- Promotional poster
- Directed by: Delaney Buffett
- Written by: Delaney Buffett; Katie Corwin;
- Produced by: Delaney Buffett; Marie Nikolova;
- Starring: Delaney Buffett; Katie Corwin; Mason Gooding; Zachary Quinto;
- Cinematography: Jessica Pantoja
- Edited by: Ian Holden
- Music by: Alexandra Kalinowski
- Production companies: Before The Door Pictures; Coffin Watson Pictures;
- Distributed by: Gravitas Ventures
- Release dates: June 8, 2024 (Tribeca); February 26, 2025 (United States);
- Running time: 83 minutes
- Country: United States
- Language: English

= Adult Best Friends =

2024 film by Delaney Buffett

Adult Best Friends is a 2024 American comedy film directed by Delaney Buffett, who co-wrote the film with Katie Corwin. The film stars Buffett and Corwin as fictionalized versions of themselves, and follows two co-dependent adult friends who must cope with one of their engagements. The film premiered at Tribeca Festival on June 8, 2024, and was released on February 26, 2025 by Gravitas Ventures.

== Premise ==
Inseparable since childhood, levelheaded Katie takes her co-dependent best friend Delaney on a girls' trip to break the news that she is getting married.

== Cast ==
- Delaney Buffett as Delaney
  - Keeley Karsten as Young Delaney
- Katie Corwin as Katie
  - Jolie Handler as Young Katie
- Mason Gooding as John
- Zachary Quinto as Henry
- Hannah Campbell as Mel
- Carmen Christopher as Phil
- Cazzie David as Roxy
- Connor Hines as Charlie
- Alexander Hodge as Theo
- Miki Ishikawa as Gwen
- Heather Mazur as Daria
- Benjamin Norris as Kyle
- Michael Rowland as Tommy
- Owen Thiele as Luca

== Production ==
The film was shot over 16 days in Mississippi.
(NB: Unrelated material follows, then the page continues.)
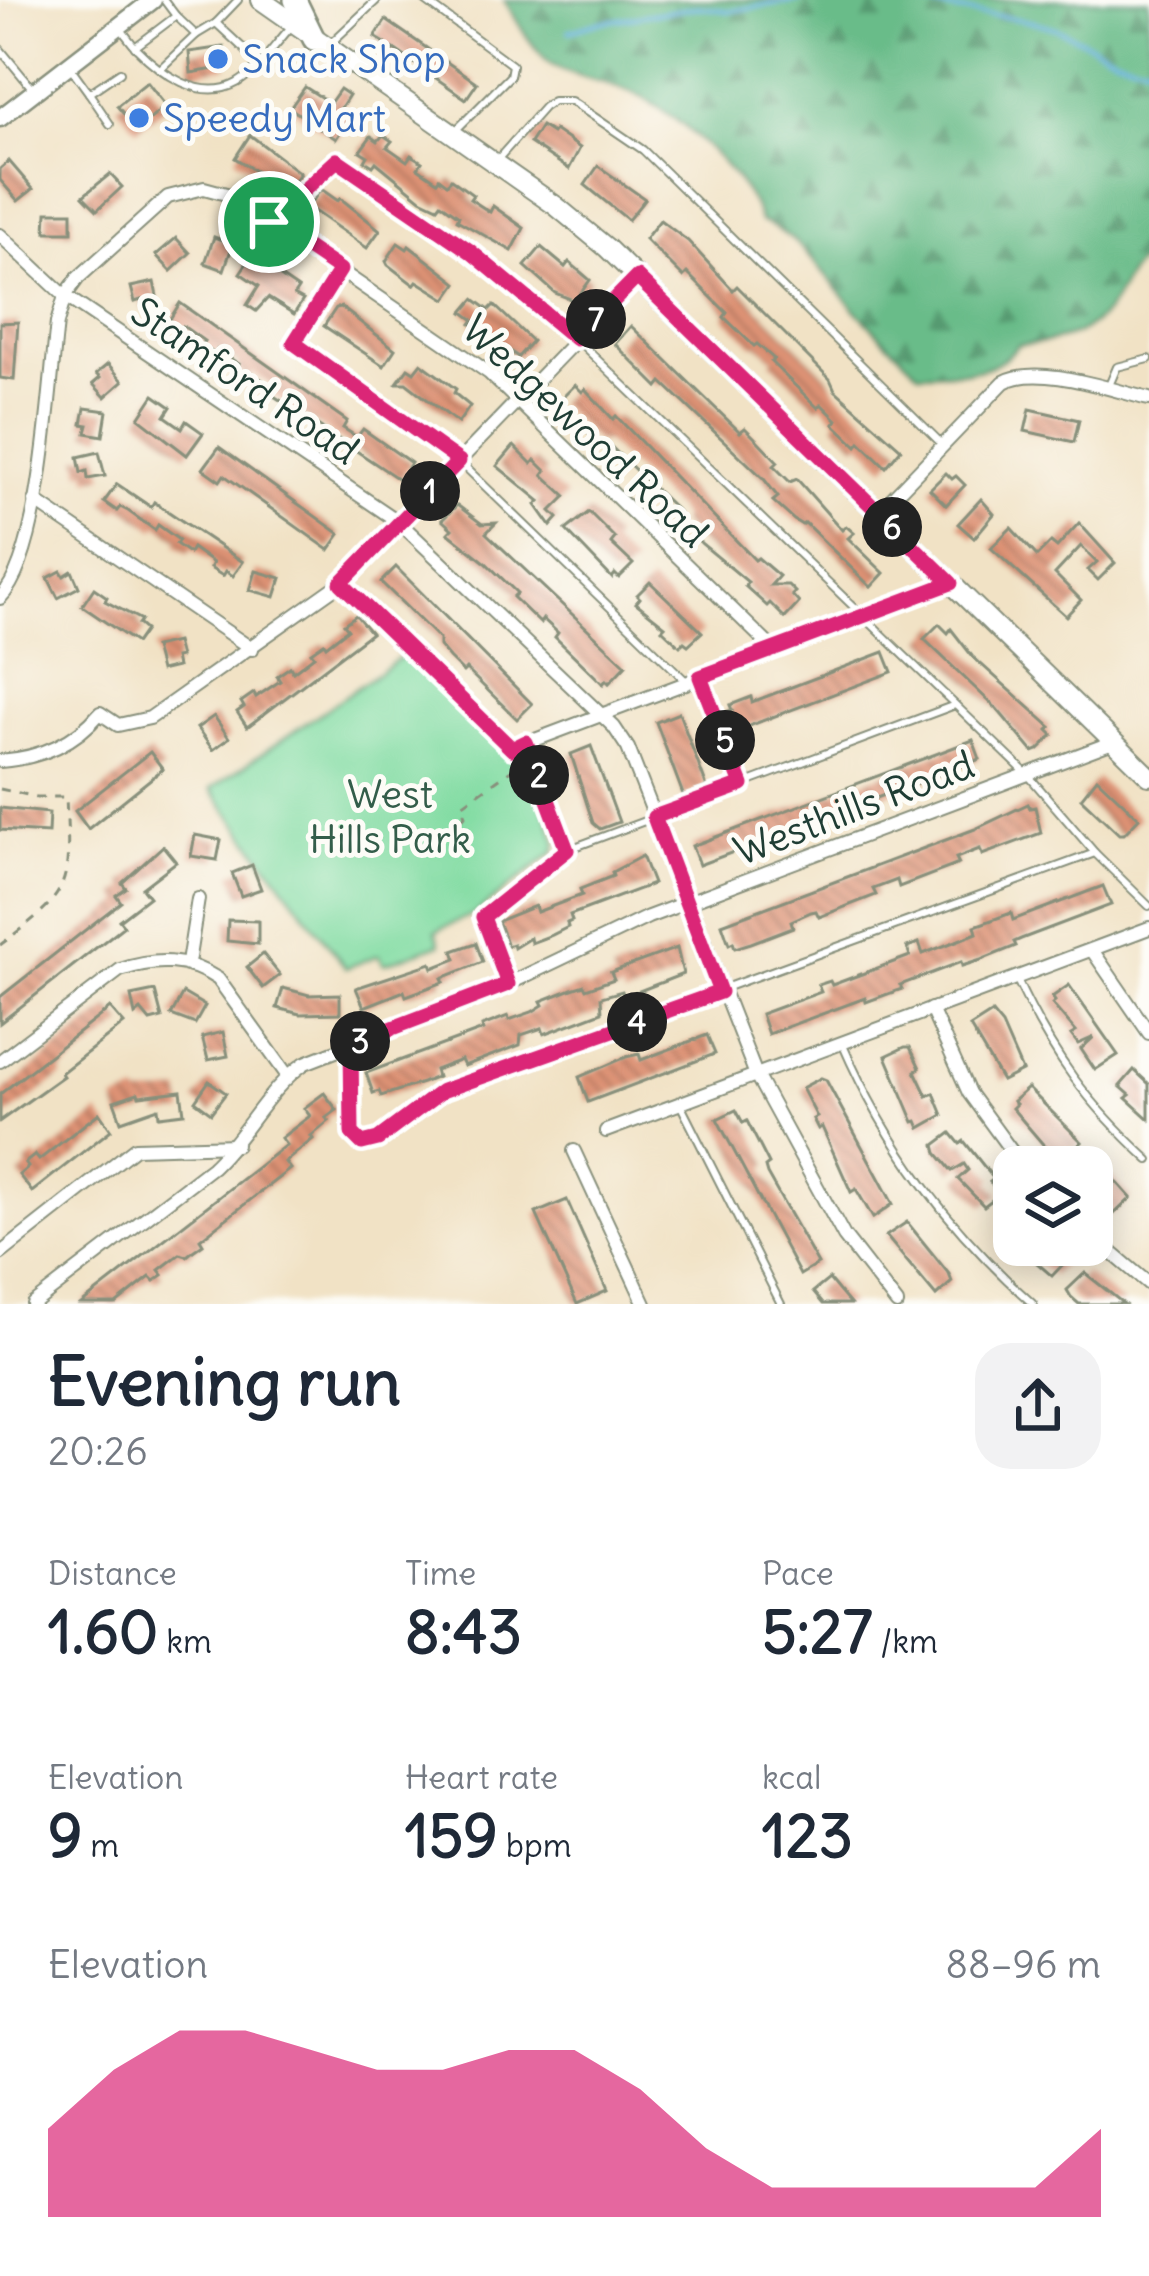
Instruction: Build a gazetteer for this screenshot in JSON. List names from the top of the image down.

While the plot is fictional, Buffett and Corwin based certain events and personality traits off their real-life experiences.

== Release==
Adult Best Friends premiered at the Tribeca Festival on June 8, 2024. It had a limited theatrical run beginning on February 26, 2025, before streaming on Max starting May 2, 2025.

==Reception==

Writing for Variety, Murtada Elfadl said:
Doing double duty as the film's screenwriters and stars, Katie Corwin and Delaney Buffett craft a believable friendship for their lead characters (also called Katie and Delaney) and write some decent dialogue about why people would or would not marry. Something is missing, however — the film ends up being more dull than hilarious.